The US in later years, egged on by Libertarians, divested itself of its 'ridiculous play-colonial 'empire, says Swanson, with a variety of agreements, mutual free association and governance compacts, or simple independence, maintaining friendly relations. In cases such as the Northern Marianas, Libertarian groups helped mediate transition. Today many Libertarians remain interested in the Commonwealth model as a means to bring greater autonomy and experimentation to US states or local governments--from eased drug laws to non-tax zones-- consistent with the rights of the individual.

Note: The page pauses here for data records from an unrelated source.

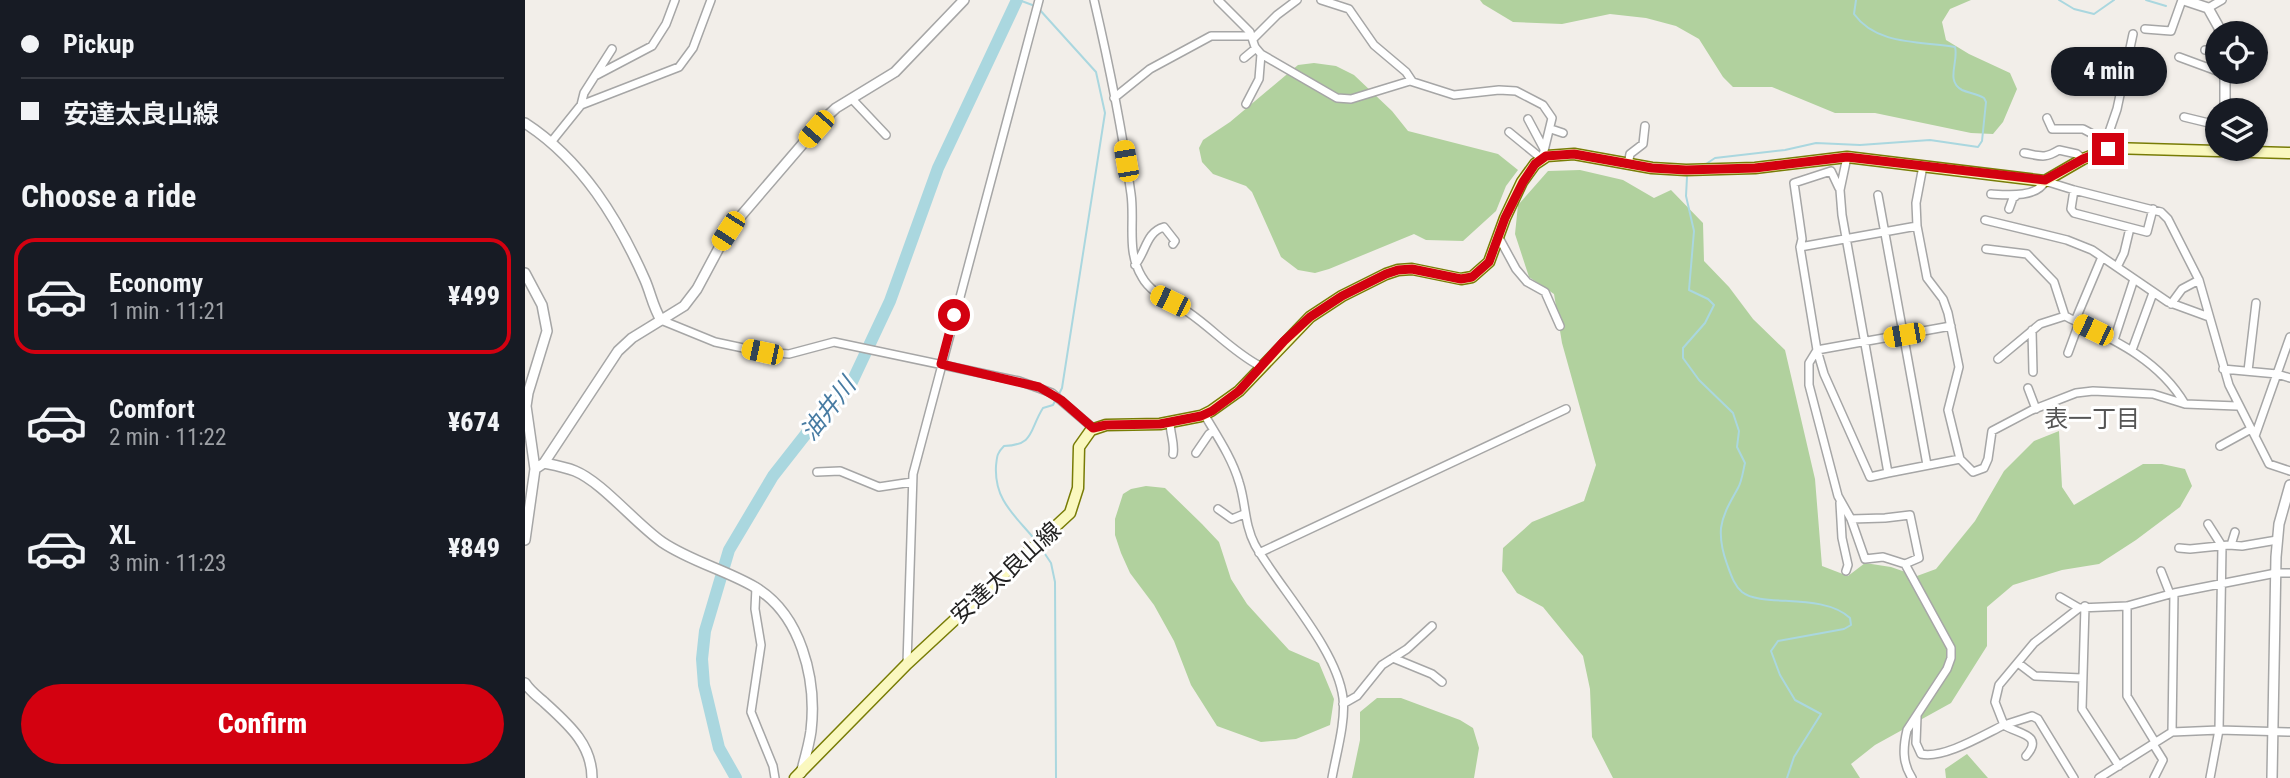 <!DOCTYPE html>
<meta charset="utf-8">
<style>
:root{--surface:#171b24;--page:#20242c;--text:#f1f3f6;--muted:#9ea1a6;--line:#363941;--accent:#d30110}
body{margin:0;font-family:"Roboto Condensed","Noto Sans JP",sans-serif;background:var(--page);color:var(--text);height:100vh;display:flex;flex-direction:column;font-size:26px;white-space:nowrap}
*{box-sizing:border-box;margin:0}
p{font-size:23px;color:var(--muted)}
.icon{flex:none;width:38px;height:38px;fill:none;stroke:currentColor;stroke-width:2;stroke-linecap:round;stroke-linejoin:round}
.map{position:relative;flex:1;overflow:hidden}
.panel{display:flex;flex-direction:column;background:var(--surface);width:525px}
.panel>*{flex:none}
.top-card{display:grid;align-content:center;height:154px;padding:0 21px;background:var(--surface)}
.buttons{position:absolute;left:1680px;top:21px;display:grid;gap:14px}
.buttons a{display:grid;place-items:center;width:63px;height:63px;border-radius:50%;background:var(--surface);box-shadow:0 2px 5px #0004;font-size:35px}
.end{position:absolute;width:32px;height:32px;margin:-16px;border:9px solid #d30110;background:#fff;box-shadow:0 0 0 4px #fff}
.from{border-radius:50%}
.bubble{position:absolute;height:49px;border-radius:24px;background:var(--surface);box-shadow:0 2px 5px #0004;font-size:23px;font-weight:800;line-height:49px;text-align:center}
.car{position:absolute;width:21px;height:42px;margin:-21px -10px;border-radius:9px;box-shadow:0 0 5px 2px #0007;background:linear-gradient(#f5c518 24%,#345 0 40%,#f5c518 0 76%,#345 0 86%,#f5c518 0)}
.top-card b{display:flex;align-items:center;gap:24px;height:66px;font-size:26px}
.top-card b+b{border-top:2px solid var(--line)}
.top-card i{width:18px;height:18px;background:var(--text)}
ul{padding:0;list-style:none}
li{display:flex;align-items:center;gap:21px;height:116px;margin:0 14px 10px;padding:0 7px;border:4px solid transparent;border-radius:21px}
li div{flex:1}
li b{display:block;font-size:26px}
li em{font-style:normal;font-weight:800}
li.current{border-color:var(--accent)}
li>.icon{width:63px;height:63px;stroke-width:1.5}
h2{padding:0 21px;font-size:32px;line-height:84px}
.primary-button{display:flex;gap:14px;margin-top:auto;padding:14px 21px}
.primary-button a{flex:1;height:80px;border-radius:42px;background:var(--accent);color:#fff;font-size:28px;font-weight:800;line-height:80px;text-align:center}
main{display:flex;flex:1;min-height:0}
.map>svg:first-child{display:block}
.forest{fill:#b1d19e}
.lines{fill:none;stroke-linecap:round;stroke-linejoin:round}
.stream{stroke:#aad7df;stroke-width:2}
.river{stroke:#aad7df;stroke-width:12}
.minor-casing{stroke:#a6a6a6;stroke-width:10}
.tertiary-casing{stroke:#a6a6a6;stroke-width:12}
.secondary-casing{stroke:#787c06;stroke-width:13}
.minor{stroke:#fff;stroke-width:7}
.tertiary{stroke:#fff;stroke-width:9}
.secondary{stroke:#faf8bf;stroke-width:10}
.route{stroke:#d30110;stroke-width:9}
.labels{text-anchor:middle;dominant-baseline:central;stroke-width:6;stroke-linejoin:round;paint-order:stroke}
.street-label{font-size:23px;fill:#222;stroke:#fff}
.water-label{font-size:24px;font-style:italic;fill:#477ba2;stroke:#fff}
.neighbourhood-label{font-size:24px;fill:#555;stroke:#fff}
</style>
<main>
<section class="panel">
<div class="top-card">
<b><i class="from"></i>Pickup</b>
<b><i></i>安達太良山線</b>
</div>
<h2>Choose a ride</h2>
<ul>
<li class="current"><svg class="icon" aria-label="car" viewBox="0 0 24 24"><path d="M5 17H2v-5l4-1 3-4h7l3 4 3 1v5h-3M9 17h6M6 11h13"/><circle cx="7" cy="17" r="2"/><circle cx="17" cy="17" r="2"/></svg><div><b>Economy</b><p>1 min · 11:21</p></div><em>¥499</em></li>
<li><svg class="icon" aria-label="car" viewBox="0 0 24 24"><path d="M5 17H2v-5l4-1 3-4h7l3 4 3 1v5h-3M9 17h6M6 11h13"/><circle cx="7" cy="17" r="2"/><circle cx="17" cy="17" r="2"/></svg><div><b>Comfort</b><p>2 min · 11:22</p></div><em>¥674</em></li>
<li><svg class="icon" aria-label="car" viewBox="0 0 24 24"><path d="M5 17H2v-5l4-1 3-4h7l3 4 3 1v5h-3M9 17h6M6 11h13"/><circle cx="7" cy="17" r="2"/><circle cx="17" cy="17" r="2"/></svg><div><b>XL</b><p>3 min · 11:23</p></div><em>¥849</em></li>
</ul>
<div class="primary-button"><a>Confirm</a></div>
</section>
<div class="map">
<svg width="1765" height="778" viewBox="0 0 1765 778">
<rect width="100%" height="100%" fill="#f2eee9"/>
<!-- forest -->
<path class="forest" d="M955,0h491l-21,9 -8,13 4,18 23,14 41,19 7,16 -14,33 -10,12 -22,-1 -96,-20h-40l-63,-26h-39l-10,-10 -24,-38 -23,-13 -30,-8 -36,-4 -48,10 -49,-2 -30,-18z
M789,63l22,3 18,9 38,36 16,20 90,23 20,16 -12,16 -10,25 -33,30 -37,-1 -12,-6 -85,35 -14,4 -17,-3 -17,-13 -29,-65 -6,-6 -33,-12 -11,-12 -3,-14 4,-8 27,-18 68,-57z
M1055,170l43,10 31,18 17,-8 32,33 1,38 25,26 24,32 32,31 30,129 7,87 26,10 17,-13 26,4 26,9 19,-7 39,-48 29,-50 30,-30 25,-10 3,56 12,18 69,-41h19l23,5 7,17 -12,21 -44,33 -37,24 -37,6 -49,15 -26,22v39l-36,57 -76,42 -24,19 9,14h-247l-21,-41 -2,-48 -7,-33 -40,-49 -26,-14 -15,-22 1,-23 29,-26 52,-21 12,-36 -34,-122 -8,-49 -25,-17 -14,-43 3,-29 30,-34z
M621,486l19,2 37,36 17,18 12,37 16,25 42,46 30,13 15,36 -4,26 -34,14 -35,3 -44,-16 -26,-41 -17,-44 -20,-36 -24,-32 -9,-20 -6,-18v-16l8,-25 8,-5z
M852,698h24l59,22 13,8 6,20 -5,30h-122l8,-38v-28z
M1442,754l21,24h-42l-1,-9z"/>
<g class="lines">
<!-- stream -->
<path class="stream" d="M494,0l16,6
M1534,0l15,9 20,5 20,-14
M1621,0l20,6
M514,9l57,63 9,41 -43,275 -4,8
M1181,164l9,-6 70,-8 31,-7 44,2 70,-5 48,7 4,-6 4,-39 -2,-4c-7,-4 -15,-5 -22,-8 -17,-9 -3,-29 -7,-43 -33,-6 -78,-1 -101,-33l2,-14
M1162,177l-1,19 8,35 -5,59 19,9 6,6 -9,18 -22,25v10l16,22 34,33 6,18 -2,16 8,16c-2,8 -3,18 -7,25 -7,13 -15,25 -17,40 -1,12 2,25 6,36 4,11 7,21 15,28 20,16 80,0 108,26l1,7 -7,4 -66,12 -7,10 9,24 15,25 26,14 -27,43 -7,21
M511,541c-20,-25 -42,-40 -40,-75 1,-10 1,-13 8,-20 31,-1 25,-16 39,-38l10,-3 2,-4
M514,545l12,18 4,19 1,196"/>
<!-- river -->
<path class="river" d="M211,778l-17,-30 -15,-63 -2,-26 3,-28 24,-81 44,-74 51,-65 27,-27 39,-83 48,-133 79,-168"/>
<defs>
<path id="minor" d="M569,0c15,64 28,129 37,194 4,28 -5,57 11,83 10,18 30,23 46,35 25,17 45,40 72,54
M693,0l32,32 5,15 6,7 76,44 14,1 59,-18 44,14 45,-5 17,1 27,14 9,13 -10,41
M796,0l28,9 25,36 32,27 6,9
M1683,8l14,-8
M1620,29l26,2 11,-31
M728,39l24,-24 20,-15
M1680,50l12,1
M1654,57l38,14
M719,58l12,-10
M70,76l57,-30 14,-22 9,-24
M589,98l36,-29 61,-33h41
M327,99l34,36
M721,104l13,-25 2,-25
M56,105l3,-12 28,-44
M1659,117l33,8
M1522,118l5,11h31l23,12
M1003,119l16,30
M1026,129l12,4
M984,132l33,27
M27,141l29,-36 98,-38 14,-19 18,-48
M1583,149l-2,-8 11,-32 16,-75
M1499,153c17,3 20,6 35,-3l18,4 6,5
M1322,157l-7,33 2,25 46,258 72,-14 -12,-49 11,-43 -11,-54 -5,-14 -16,-21 -10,-52 -1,-23 7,-37
M1103,165l2,-11 13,-10 2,-18
M1314,188l-8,-17 -37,12 8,56 -2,8 117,-21
M1549,190l-3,19 3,4 73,19 6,-23
M1466,194c16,1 46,4 54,-13l29,9 87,22 7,7 31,61 30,105 40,79 21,7
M1353,195l49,270
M1484,209l4,-11 3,-2
M1460,220l82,20 25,10 76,52 41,15
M973,236l18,33 11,13 18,10 15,34
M1275,247l17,103 7,24 46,103 18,-4
M1461,249l41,5 27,28 11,34c45,22 93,42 120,88l52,2
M610,265c11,-13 11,-33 29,-38l11,14 -2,3
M1592,267l7,-14 6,-25
M1646,304l11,-15 17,-9
M136,320l54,22 47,10 27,2 45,-12 185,39 33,12 41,35
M1550,321l27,-64
M1507,330l1,42
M1589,340l20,-61
M1607,350l21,-57
M1543,353l11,-30
M1473,359l42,-35 25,-8
M1698,369l54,5 13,4
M1723,371l8,-68
M1503,388l8,21
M679,414c13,22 28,44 35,68 7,21 5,42 16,63 25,44 82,104 88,153 3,23 -7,57 -11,80
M645,422c0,11 5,22 3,32
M1730,436l35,-99
M1695,446l31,-17
M671,453l13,-19 5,-3
M1435,459l13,13 11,-4 4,-9 4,-28 40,-21 44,-17 17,-2 60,3 32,10
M292,472l23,-1 39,16 33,-5
M1315,503l2,35 6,27 -2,6
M693,509l14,10 12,-5
M1326,519l14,40 18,-2 22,7 14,-6 -9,-43 -25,3 -34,1 -13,-23 -29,-111v-22l8,-13 134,-24
M1683,524l14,22 -3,184 -9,48
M1706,545l4,-13
M1654,548l11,1 39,-4 13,1 35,-6
M734,553l307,-144
M1380,564l46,84v10l-4,11 -40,61c-4,17 -5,33 5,48
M1636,571l9,23
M231,587l-1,22 6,36 -10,67 22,54 2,12
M1535,597l19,11
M1560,606l-3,103 37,57
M1602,606v90l28,46
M868,658l39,16 10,8
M1493,663l17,13 47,2
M382,664l6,-190 126,-474
M818,704l14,-8 25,-31 25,-16 25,-23
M1392,716l-1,27 5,11c23,5 62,-19 83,-29 13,9 41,9 22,31
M1647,732l2,-139
M1628,744l10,16 -9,18
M1549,778l-36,-59 -6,-3 -28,9 -9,-23 4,-17 35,-42 45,-35 48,-2 47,-13 102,-20h14
M1574,778l73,-46 47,-2 71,2"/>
<path id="tertiary" d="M1659,0l24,8 14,25
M1700,72v38
M0,123c57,37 93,96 120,157 6,14 8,27 16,40
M0,273l17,32 5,26 -19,62 -2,13 9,63 -10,71
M19,463c10,2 21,4 31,8 27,11 60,52 87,71 28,19 61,27 91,44 48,27 64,93 58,145 -2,14 -6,28 -10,42
M10,469l9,-6 74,-112 14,-13 52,-32 13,-17 31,-58 96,-112 12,-11 59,-36 69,-72
M0,683c5,8 12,13 19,19 24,22 48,42 48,76
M1747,778l4,-221 3,-33 11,-39"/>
<path id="secondary" d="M270,778l112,-114 163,-151 8,-25 1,-41 12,-17 15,-5 54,-1 41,-8 10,-5 28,-20 71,-74 32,-21 44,-22 12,-4 14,-1 49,10 11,-2 17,-15 16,-44 17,-36 13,-18 12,-8 27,-2 78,14 34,2 69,-2 92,-11 198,24 38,-22 28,-11 179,5"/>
</defs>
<!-- minor casing -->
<use href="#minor" class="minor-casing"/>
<!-- tertiary casing -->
<use href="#tertiary" class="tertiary-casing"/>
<!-- secondary casing -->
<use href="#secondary" class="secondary-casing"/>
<!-- minor -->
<use href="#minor" class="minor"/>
<!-- tertiary -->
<use href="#tertiary" class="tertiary"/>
<!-- secondary -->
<use href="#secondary" class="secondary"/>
</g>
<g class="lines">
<!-- route -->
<path class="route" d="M429,315l-13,49 98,23 22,13 32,28 13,-3 54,-1 41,-8 11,-5 27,-20 45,-50 26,-24 32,-21 44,-22 12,-4 14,-1 49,10 11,-2 17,-15 16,-44 18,-36 12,-18 11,-8 28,-2 78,14 34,2 69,-2 92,-11 198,23 38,-21 25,-10"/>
</g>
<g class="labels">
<!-- street labels -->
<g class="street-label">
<text transform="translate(481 573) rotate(-42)">安達太良山線</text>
</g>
<!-- water labels -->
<g class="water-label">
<text transform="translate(303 409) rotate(-52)">油井川</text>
</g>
<!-- neighbourhood labels -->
<g class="neighbourhood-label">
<text x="1567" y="419">表一丁目</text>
</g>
</g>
</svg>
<div class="buttons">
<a><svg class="icon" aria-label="locate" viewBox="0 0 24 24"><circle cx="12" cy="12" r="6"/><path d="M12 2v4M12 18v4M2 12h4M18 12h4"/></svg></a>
<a><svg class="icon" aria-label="layers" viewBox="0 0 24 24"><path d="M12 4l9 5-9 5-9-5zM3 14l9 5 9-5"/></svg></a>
</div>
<i class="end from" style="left:429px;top:315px"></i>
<i class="end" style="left:1583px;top:149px"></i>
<div class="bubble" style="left:1526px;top:47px;width:116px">4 min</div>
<i class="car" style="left:291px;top:129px;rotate:221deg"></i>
<i class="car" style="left:601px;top:161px;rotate:350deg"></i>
<i class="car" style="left:203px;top:231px;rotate:213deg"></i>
<i class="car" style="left:645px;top:301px;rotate:296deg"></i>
<i class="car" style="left:1568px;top:330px;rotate:296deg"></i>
<i class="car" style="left:1379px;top:335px;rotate:260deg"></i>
<i class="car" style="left:237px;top:352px;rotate:282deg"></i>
</div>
</main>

Note RE Secreatry E. T. Benson, who wrote extensively on intergrating Libertarian concepts to Mormon religious practice and worked to champion the Sister City concept: "“I am a libertarian. I want to be known as a libertarian and as a constitutionalist in the tradition of the early James Madison ~ father of the Constitution. Labels change ... though in its original British connotation the term liberal fits me better than the original meaning of the word, conservative.”(Ezra T. Benson, The Red Carpet p.206) . At the time the LIO, then the League, was a smaller advisory group, not the growing networks of today.